During high-speed bipedal running, aerial-phase instability arises due to the absence of ground contact, leading to uncontrolled centroidal angular momentum and unpredictable foot-landing posture. Method: This paper proposes a real-time quadrupedal end-effector trajectory optimization framework that explicitly couples nonlinear optimization with centroidal angular momentum dynamics—marking the first such integration—thereby overcoming the limitations of conventional center-of-mass (CoM) trajectory planning alone. By imposing online constraints on angular momentum evolution, the method jointly ensures stable landing posture and gait continuity. Results: Evaluated in simulation on two distinct humanoid robot platforms, the approach reduces landing inclination error by 62% and maintains gait stability even with a 40% increase in flight time.

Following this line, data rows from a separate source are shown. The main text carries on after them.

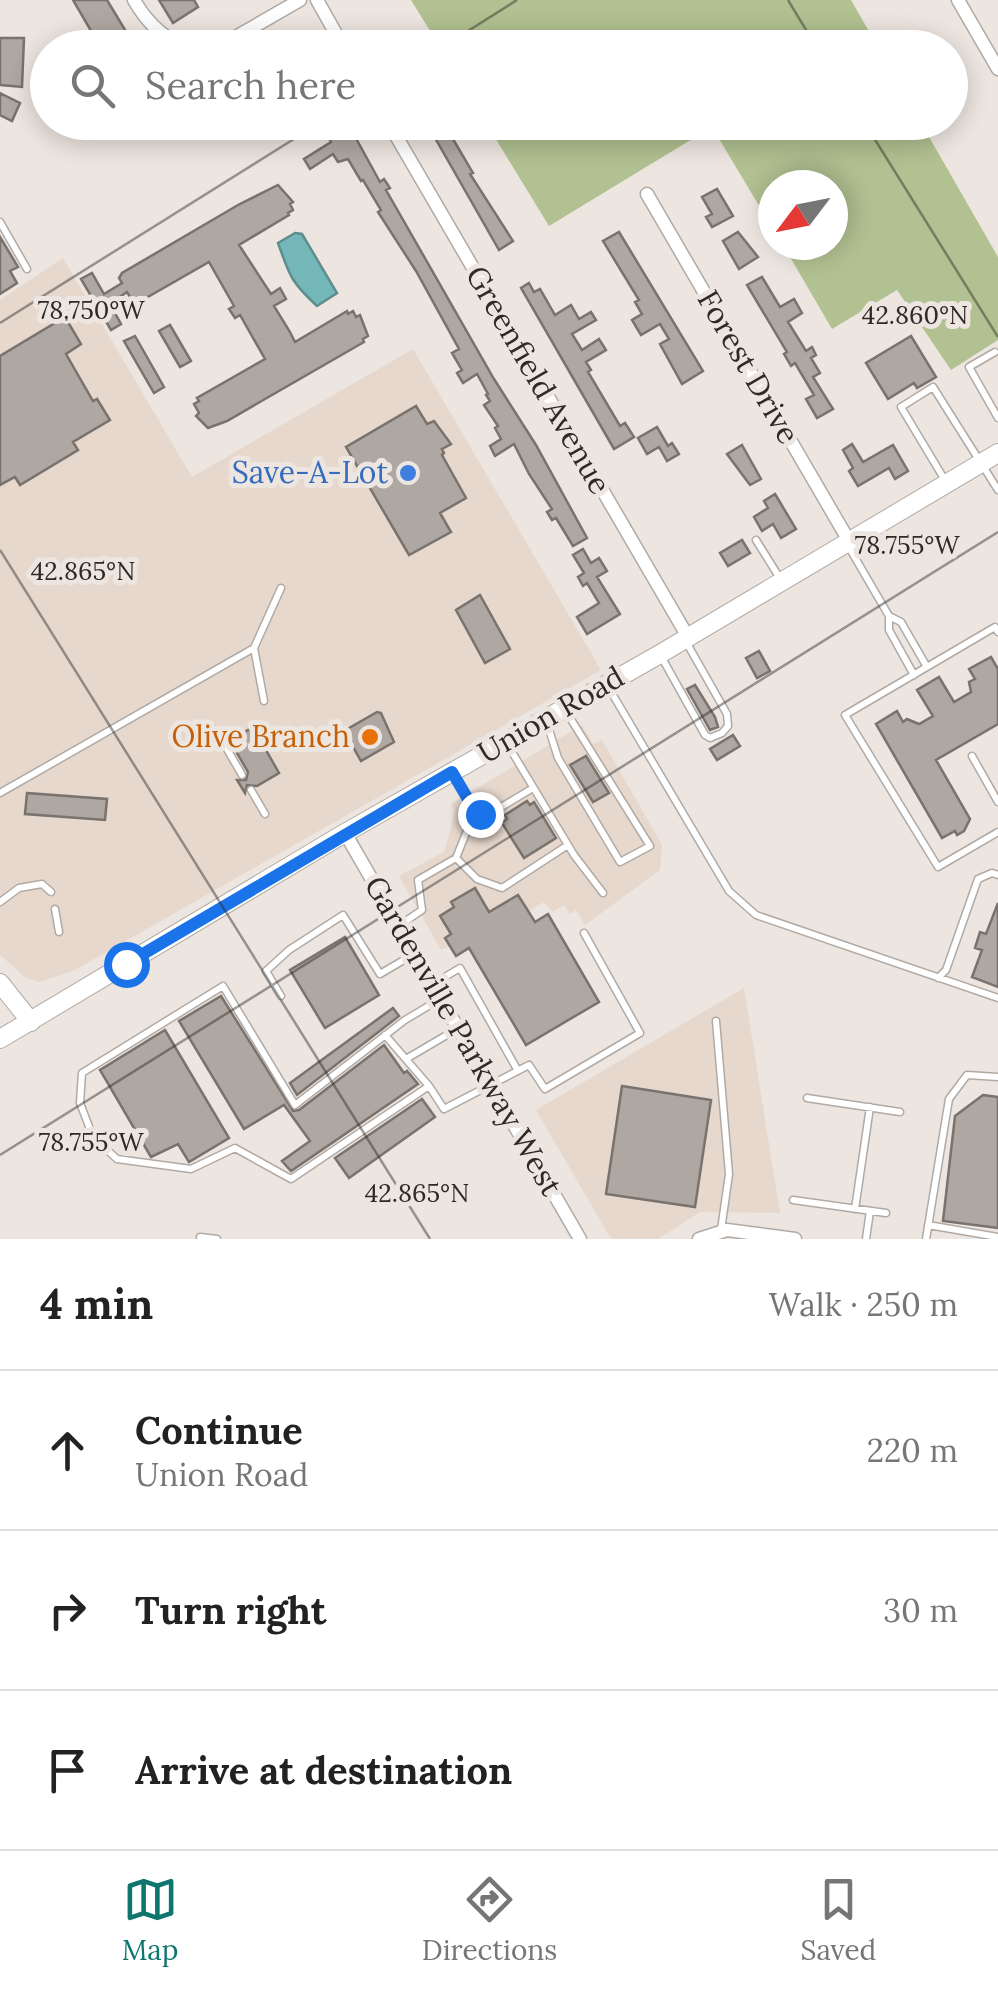 <!DOCTYPE html>
<meta charset="utf-8">
<style>
body{margin:0;font-family:Lora,serif;background:#f2f2f2;color:#222}
.compass{position:absolute;left:758px;top:170px;width:90px;height:90px;border-radius:50%;background:#fff;box-shadow:0 5px 25px #0003;rotate:238deg}
.stop{position:absolute;width:30px;height:30px;margin:-22px;border:8px solid #1a73e8;border-radius:50%;background:#fff}
.stop.end{background:#1a73e8;border-color:#fff;box-shadow:0 2px 10px #0008}
.list{margin:0;padding:0;list-style:none}
h2{display:flex;justify-content:space-between;align-items:center;height:130px;margin:0;padding:0 40px;font-size:42px}
h2 small{font-size:32px;font-weight:400;color:#767676}
.list li{display:grid;grid-template-columns:65px 1fr auto;gap:30px;align-items:center;box-sizing:border-box;height:160px;padding:0 40px;border-top:2px solid #e0e0e0}
.list b{display:block;font-size:38px;white-space:nowrap}
.list p{margin:0;font-size:32px;white-space:nowrap;color:#767676}
.list em{font-size:32px;font-style:normal;color:#767676}
.icon{flex:none;width:55px;height:55px;fill:none;stroke:currentColor;stroke-width:2;stroke-linecap:round;stroke-linejoin:round}
.map{position:relative;flex:none;width:998px;height:1239px;overflow:hidden}
.search{position:absolute;background:#fff;box-shadow:0 5px 25px #0003;left:30px;right:30px;top:30px;height:110px;display:flex;align-items:center;gap:25px;box-sizing:border-box;padding:0 35px;border-radius:55px;color:#767676;font-size:38px}
.sheet{height:610px;background:#fff}
nav{display:flex;justify-content:space-around;align-items:center;box-sizing:border-box;height:140px;border-top:2px solid #e0e0e0;background:#fff;font-size:28px;color:#767676}
nav a{display:grid;justify-items:center;gap:5px}
nav .on{color:#0f766e}
.map>svg:first-child{display:block}
</style>
<div class="map">
<svg width="998" height="1239" viewBox="0 0 998 1239">
<rect width="100%" height="100%" fill="#ede5df"/>
<path fill="#e6d8cd" d="M63,258L192,477L413,349L601,670L75,970L40,982L26,978L0,955V300Z
M582,725L593,744L602,740L662,845L660,870L585,925L576,910L570,914L564,905L553,912L544,902L455,957L449,946L441,950L399,876L444,852L455,812L451,804Z
M744,988L780,1213L700,1212L658,1239H611L536,1110Z"/>
<path fill="#b1c191" d="M411,0H851L878,47H440Z
M486,123H921L998,257V340L951,370L897,290L832,329L783,245H833V185H773V229L712,127L549,226Z"/>
<path fill="#74b7b8" stroke="#5f8d8d" stroke-width="2.5" d="M295,233L302,234L337,293L317,306C290,281 290,276 278,243Z"/>
<path fill="#aea7a2" stroke="#79726d" stroke-width="2.5" d="M73,0H107L136,48H101Z
M159,0H194L198,7L173,23Z
M0,38H24L22,87L0,85Z
M0,93L20,103L12,121L0,115Z
M320,122H347L380,182L384,179L390,188L386,190L494,379L536,445L587,538L573,546L556,518L552,520L547,512L552,509L529,474L514,444L495,456L490,446L501,439L495,428L498,426L484,405L490,401L486,395L488,394L477,374L463,383L457,373L462,370L452,353L459,349L416,271L378,212L381,210L363,180L361,181L348,159L338,162L333,154L310,169L304,159L331,142Z
M426,122H443L473,173L470,174L513,241L499,250Z
M278,185L293,202L290,204L293,210L288,213L289,215L239,245L271,294L280,288L286,299L274,306L290,332L295,342L347,311L348,314L353,311L356,317L360,315L368,336L363,339L364,342L227,421L208,428L196,416L199,413L194,404L199,401L197,398L265,359L240,315L235,318L229,309L234,306L209,262L139,302L138,300L133,302L127,292L110,304L121,324L111,330L81,279L92,273L104,294L122,283L119,278L122,273L238,205Z
M717,189L733,216L712,227L706,217L712,214L702,197Z
M619,232L703,371L682,384L660,344L669,339L660,324L641,335L632,320L642,314L635,302L639,300L603,241Z
M738,232L758,257L739,269L723,241Z
M0,237L18,267L10,271L17,283L0,294Z
M762,277L780,307L794,299L802,313L788,322L806,351L812,347L816,355L811,358L820,373L813,377L833,409L817,418L806,399L814,395L795,363L791,366L784,354L787,352L747,285Z
M529,283L534,292L540,289L555,315L571,305L579,319L591,312L596,320L572,334L582,350L599,339L606,350L586,362L591,370L588,372L620,426L625,423L634,437L614,449L521,288Z
M65,317L81,344L66,354L93,401L97,399L110,420L73,442L78,450L20,485L15,477L0,485V356Z
M170,325L191,361L180,367L159,331Z
M135,336L164,387L154,393L124,341Z
M911,336L936,377L917,388L914,383L888,399L866,363Z
M416,406L427,424L434,421L451,444L442,449L444,453L442,455L466,498L440,513L451,532L409,555L346,447Z
M657,427L668,446L672,443L679,454L667,461L659,447L647,454L638,438Z
M852,444L863,462L893,445L908,471L895,479L889,468L858,486L849,471L853,468L843,450Z
M742,445L761,479L750,485L727,454Z
M775,494L796,529L781,538L773,524L762,531L754,517L768,508L764,501Z
M742,540L750,553L728,566L720,553Z
M583,549L591,563L599,558L607,571L597,577L620,614L587,634L577,617L599,603L587,583L583,586L578,577L584,573L573,555Z
M480,595L510,649L485,663L456,610Z
M759,651L770,671L757,678L746,658Z
M991,657L998,669V724L936,760L970,819L964,831L957,835L955,831L942,838L876,724L897,711L903,722L907,719L919,724L933,716L917,690L939,677L954,702L971,692L969,682L975,679L969,669Z
M695,685L715,717L718,727L710,730L687,689Z
M377,712L381,713L394,742L361,761L344,731Z
M253,727L279,773L257,786L247,785L245,793L237,780H246L248,772L230,741Z
M733,735L740,746L717,760L710,749Z
M586,756L609,793L593,802L570,765Z
M27,793L107,799L105,820L25,814Z
M527,801L530,805L534,802L556,838L524,858L502,823L507,819L505,815Z
M475,888L489,912L518,895L535,922L548,914L599,1002L526,1045L469,948L456,956L445,938L451,934L440,916L454,907L451,902Z
M998,903V987L972,977L982,950L975,948L980,932L986,934Z
M345,937L379,995L325,1028L290,970Z
M221,996L293,1111L299,1110L384,1045L404,1073L407,1071L418,1084L291,1171L282,1161L310,1141L284,1105L244,1129L179,1021Z
M393,1008L399,1016L297,1095L290,1083Z
M165,1030L229,1138L189,1162L178,1144L151,1157L100,1070Z
M622,1086L711,1100L695,1207L606,1194Z
M983,1095L998,1097V1228L943,1221L955,1116Z
M422,1099L435,1117L349,1178L335,1158Z"/>
<g fill="none" stroke-linecap="round" stroke-linejoin="round">
<g stroke="#b1aaa4" stroke-width="9">
<path id="service" d="M0,222L27,269
M995,352L969,367L998,418
M946,482L901,407L933,387L998,490
M756,540L781,580
M847,544L889,616V630L914,675
M889,616L901,622L927,667
M998,632L995,627L845,715L938,867L998,832
M254,648L264,701
M662,658L705,735L710,738L722,733L728,726L727,714L685,640
M607,685L729,891L756,915L998,998
M546,720L558,758L620,862L650,846L567,713
M216,730L242,775
M506,742L574,855L603,893
M972,756L998,802
M453,773L475,811L488,815L533,788
M251,790L265,814
M0,793L254,648L281,588
M456,858L477,879L502,888L568,845
M0,902L19,888L42,884L51,892
M55,909L59,932
M400,925L422,910L418,880L456,858L475,811
M938,978L946,970L978,879L992,873L998,875
M433,984L460,968L518,1071
M281,996L266,971L289,950L343,915L380,974L414,954
M716,1021L729,1174L721,1230
M385,1035L429,1086L291,1179L235,1148L191,1169L117,1159L93,1137L80,1103L82,1073L223,986L295,1105L405,1020L440,999
M406,1059L457,1029
M429,1086L444,1109L529,1065L545,1089L640,1033L584,933
M807,1098L900,1112
M793,1200L886,1213
M855,1209L870,1107
M928,1225L998,1237
M200,1237L217,1239
M866,1239L870,1211
M926,1239L949,1099L967,1075L998,1077"/>
</g>
<g stroke="#b1aaa4" stroke-width="15">
<path id="minor" d="M134,0C147,23 164,40 190,48
M317,0L344,48
M958,0L998,69
M208,48L234,38L300,0
M388,122L688,637
M647,194L849,541
M345,833L580,1239
M699,1239L727,1230L795,1239"/>
</g>
<g stroke="#b1aaa4" stroke-width="20">
<path id="secondary" d="M0,983L31,1022
M0,1039L345,833L660,654L998,453"/>
</g>
<use href="#service" stroke="#fff" stroke-width="6"/>
<use href="#minor" stroke="#fff" stroke-width="12"/>
<use href="#secondary" stroke="#fff" stroke-width="18"/>
</g>
<g fill="none" stroke-linecap="round" stroke-linejoin="round">
<path stroke="#1a73e8" stroke-width="12" d="M126,964L452,772L475,811L480,814"/>
</g>
<path fill="none" stroke="#2d2a28" stroke-width="2.5" stroke-opacity="0.45" d="M788,0L817,48M441,48L517,0M864,122L998,337M0,323L321,122M0,550L430,1239M0,1155L998,532"/>
<circle fill="#3f7fe0" stroke="#ede5df" stroke-width="4" cx="408" cy="473" r="10"/>
<circle fill="#e8710a" stroke="#ede5df" stroke-width="4" cx="370" cy="737" r="10"/>
<g text-anchor="middle" stroke-width="10" stroke-linejoin="round" paint-order="stroke">
<g font-size="30" fill="#2d2a28" stroke="#ede5df">
<text transform="translate(748 367) rotate(60)" y="10">Forest Drive</text>
<text transform="translate(538 380) rotate(60)" y="10">Greenfield Avenue</text>
<text transform="translate(551 715) rotate(-30)" y="10">Union Road</text>
<text transform="translate(463 1036) rotate(60)" y="10">Gardenville Parkway West</text>
</g>
<g font-size="30" fill="#366cbe" stroke="#ede5df" text-anchor="end">
<text x="388" y="483">Save-A-Lot</text>
</g>
<g font-size="30" fill="#c56008" stroke="#ede5df" text-anchor="end">
<text x="350" y="747">Olive Branch</text>
</g>
</g>
<g font-size="25" text-anchor="middle" fill="#2d2a28" stroke="#ede5df" stroke-width="10" stroke-linejoin="round" paint-order="stroke">
<text x="91" y="319">78.750°W</text>
<text x="915" y="324">42.860°N</text>
<text x="907" y="554">78.755°W</text>
<text x="83" y="580">42.865°N</text>
<text x="91" y="1151">78.755°W</text>
<text x="417" y="1202">42.865°N</text>
</g>
</svg>
<svg class="compass" viewBox="-18 -18 36 36"><path d="M0-13l5 13h-10z" fill="#e53935"/><path d="M0 13l5-13h-10z" fill="#767676"/></svg>
<div class="stop" style="left:126px;top:964px"></div>
<div class="stop end" style="left:480px;top:814px"></div>
<div class="search"><svg class="icon" aria-label="search" viewBox="0 0 24 24"><circle cx="10" cy="10" r="6"/><path d="M15 15l6 6"/></svg>Search here</div>
</div>
<section class="sheet">
<h2>4 min<small>Walk · 250 m</small></h2>
<ul class="list">
<li><svg class="icon" aria-label="ahead" viewBox="0 0 24 24"><path d="M12 20V5M6 11l6-6 6 6"/></svg><div><b>Continue</b><p>Union Road</p></div><em>220 m</em></li>
<li><svg class="icon" aria-label="right" viewBox="0 0 24 24"><path d="M7 20v-9h11M14 6l5 5-5 5"/></svg><div><b>Turn right</b></div><em>30 m</em></li>
<li><svg class="icon" aria-label="arrive" viewBox="0 0 24 24"><path d="M6 21V4h12l-3 4 3 4H6"/></svg><div><b>Arrive at destination</b></div></li>
</ul>
</section>
<nav>
<a class="on"><svg class="icon" aria-label="map" viewBox="0 0 24 24"><path d="M3 6l6-2 6 2 6-2v14l-6 2-6-2-6 2zM9 4v14M15 6v14"/></svg>Map</a>
<a><svg class="icon" aria-label="directions" viewBox="0 0 24 24"><path d="M12 3l9 9-9 9-9-9zM9 14v-3h6M13 9l2 2-2 2"/></svg>Directions</a>
<a><svg class="icon" aria-label="saved" viewBox="0 0 24 24"><path d="M7 4h10v16l-5-4-5 4z"/></svg>Saved</a>
</nav>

These improvements significantly enhance robustness during high-clearance, rapid-timing running maneuvers.

One of the essential aspects of humanoid robot running is determining the limb-swinging trajectories. During the flight phases, where the ground reaction forces are not available for regulation, the limb swinging trajectories are significant for the stability of the next stance phase. Due to the conservation of angular momentum, improper leg and arm swinging results in highly tilted and unsustainable body configurations at the next stance phase landing. In such cases, the robotic system fails to maintain locomotion independent of the stability of the center of mass trajectories. This problem is more apparent for fast and high flight time trajectories. This paper proposes a real-time nonlinear limb trajectory optimization problem for humanoid running. The optimization problem is tested on two different humanoid robot models, and the generated trajectories are verified using a running algorithm for both robots in a simulation environment.